Where a line below carries the word "Keep", include it in the count, then give the count alone.

(DATA FOR THIS EXERCISE Opens)

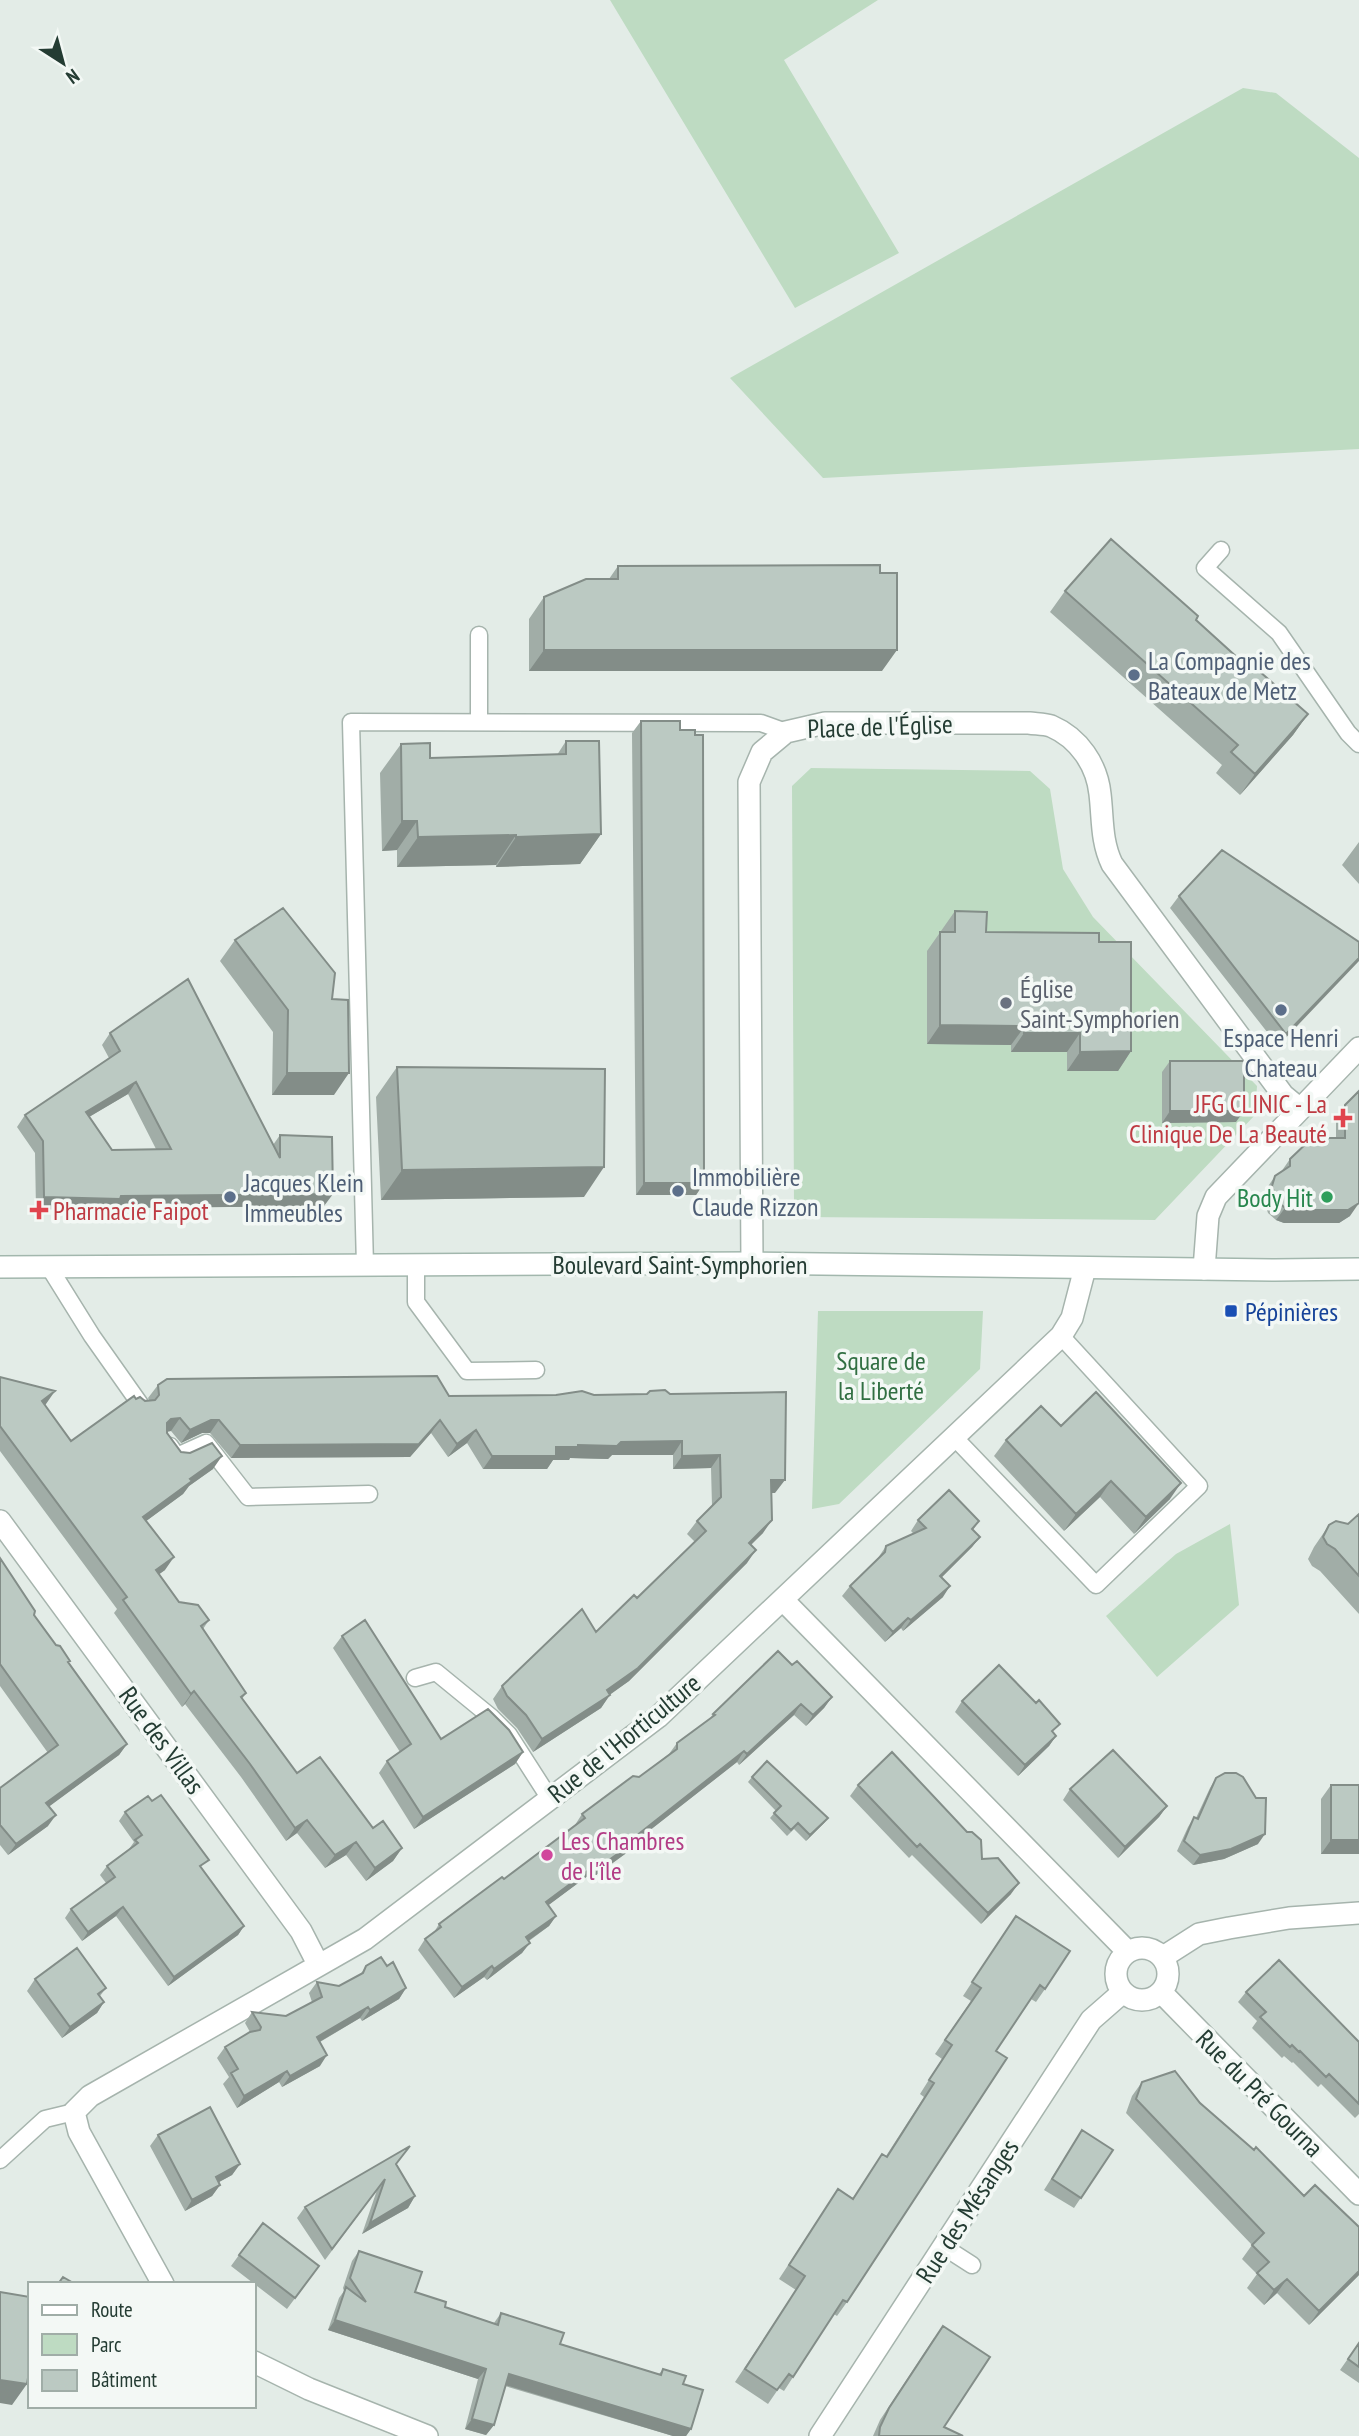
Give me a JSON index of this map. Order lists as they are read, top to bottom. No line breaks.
{"streets":{"street":["Place de l'Église","Boulevard Saint-Symphorien","Rue de l'Horticulture","Rue des Villas","Rue du Pré Gourna","Rue des Mésanges"]},"crossings":[["Place de l'Église","Boulevard Saint-Symphorien"],["Boulevard Saint-Symphorien","Rue de l'Horticulture"],["Rue de l'Horticulture","Rue des Villas"],["Rue du Pré Gourna","Rue des Mésanges"]],"parks":["Square de la Liberté"],"places":{"other":["La Compagnie des Bateaux de Metz","Église Saint-Symphorien","Espace Henri Chateau","Immobilière Claude Rizzon","Jacques Klein Immeubles","Body Hit","Les Chambres de l'île"],"health":["JFG CLINIC - La Clinique De La Beauté","Pharmacie Faipot"],"transit":["Pépinières"]},"legend":["Route","Parc","Bâtiment"],"north":"bottom right"}
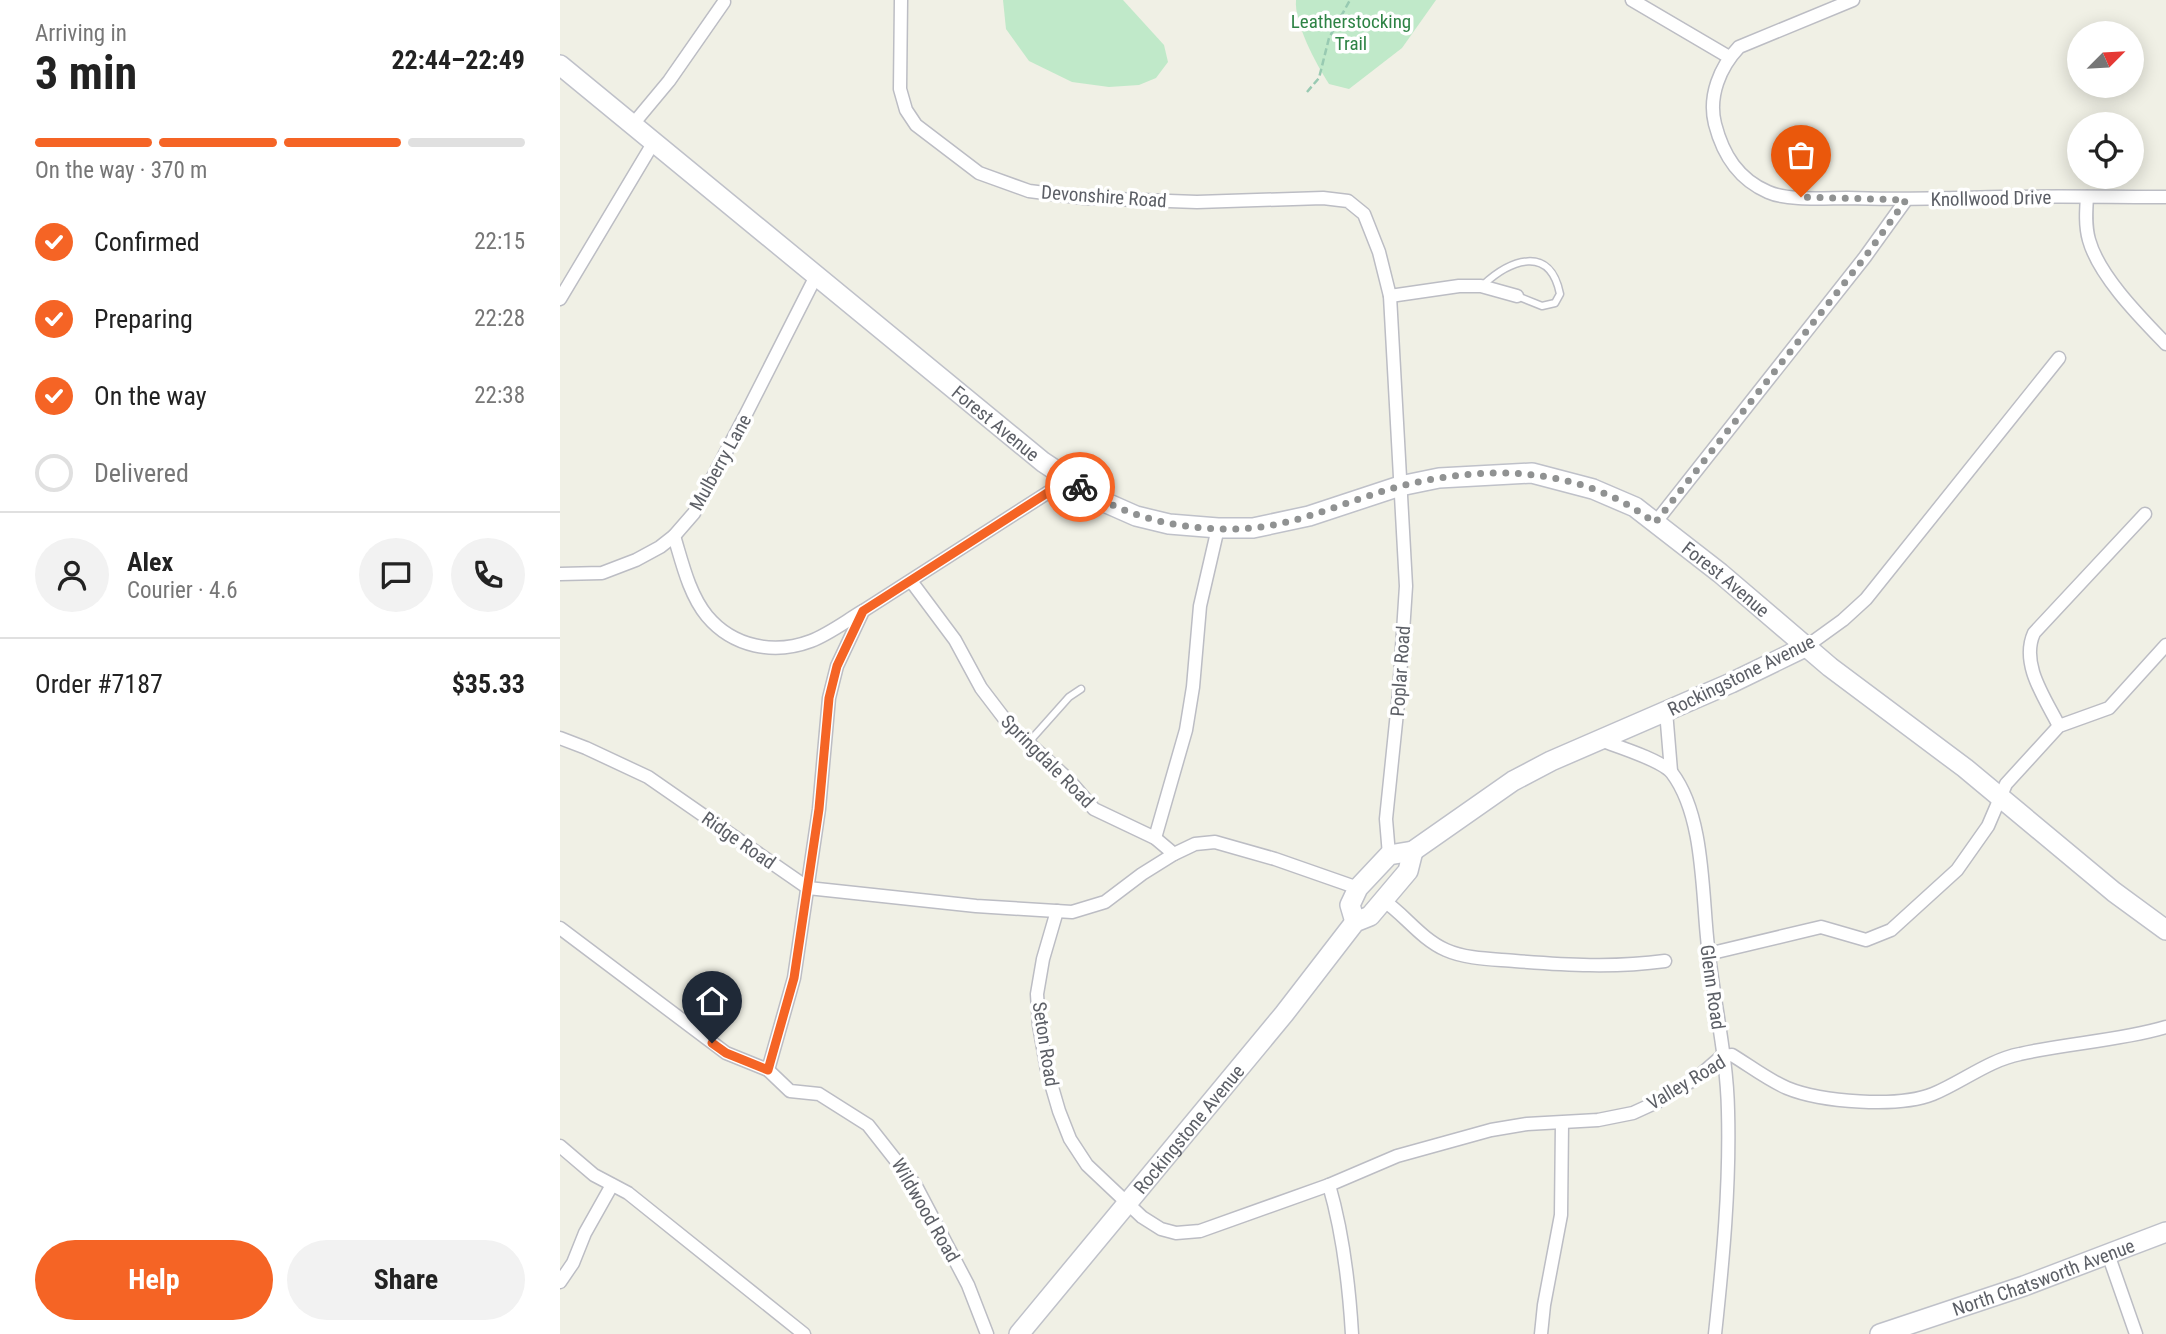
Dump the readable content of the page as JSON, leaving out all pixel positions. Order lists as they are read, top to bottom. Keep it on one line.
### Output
{"streets":{"street":["Devonshire Road","Knollwood Drive","Forest Avenue","Mulberry Lane","Poplar Road","Rockingstone Avenue","Springdale Road","Ridge Road","Glenn Road","Seton Road","Valley Road","Wildwood Road","North Chatsworth Avenue"]},"crossings":[["Devonshire Road","Poplar Road"],["Forest Avenue","Mulberry Lane"],["Forest Avenue","Poplar Road"],["Forest Avenue","Rockingstone Avenue"],["Poplar Road","Rockingstone Avenue"],["Rockingstone Avenue","Glenn Road"],["Rockingstone Avenue","Seton Road"],["Rockingstone Avenue","Valley Road"],["Ridge Road","Seton Road"],["Glenn Road","Valley Road"],["Seton Road","Valley Road"]],"parks":["Leatherstocking Trail"],"north":"top right","page":{"heading":["3 min","Arriving in","22:44–22:49"],"panel":["Alex","Courier · 4.6","Order #7187","$35.33"],"bar":"On the way · 370 m","list":[["Confirmed","22:15"],["Preparing","22:28"],["On the way","22:38"],"Delivered"],"buttons":["Help","Share"]}}
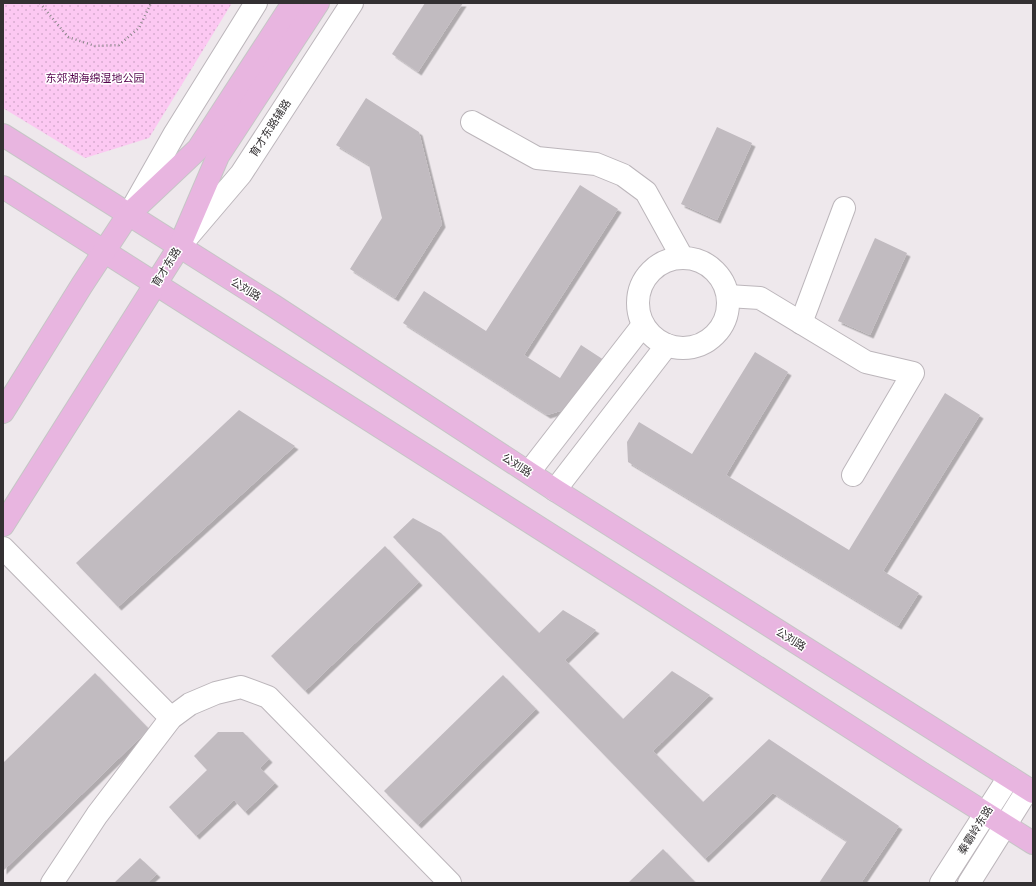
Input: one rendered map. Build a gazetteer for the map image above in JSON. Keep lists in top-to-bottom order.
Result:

(DATA FOR THIS EXERCISE Closes)

PROBLEM SOLUTION
2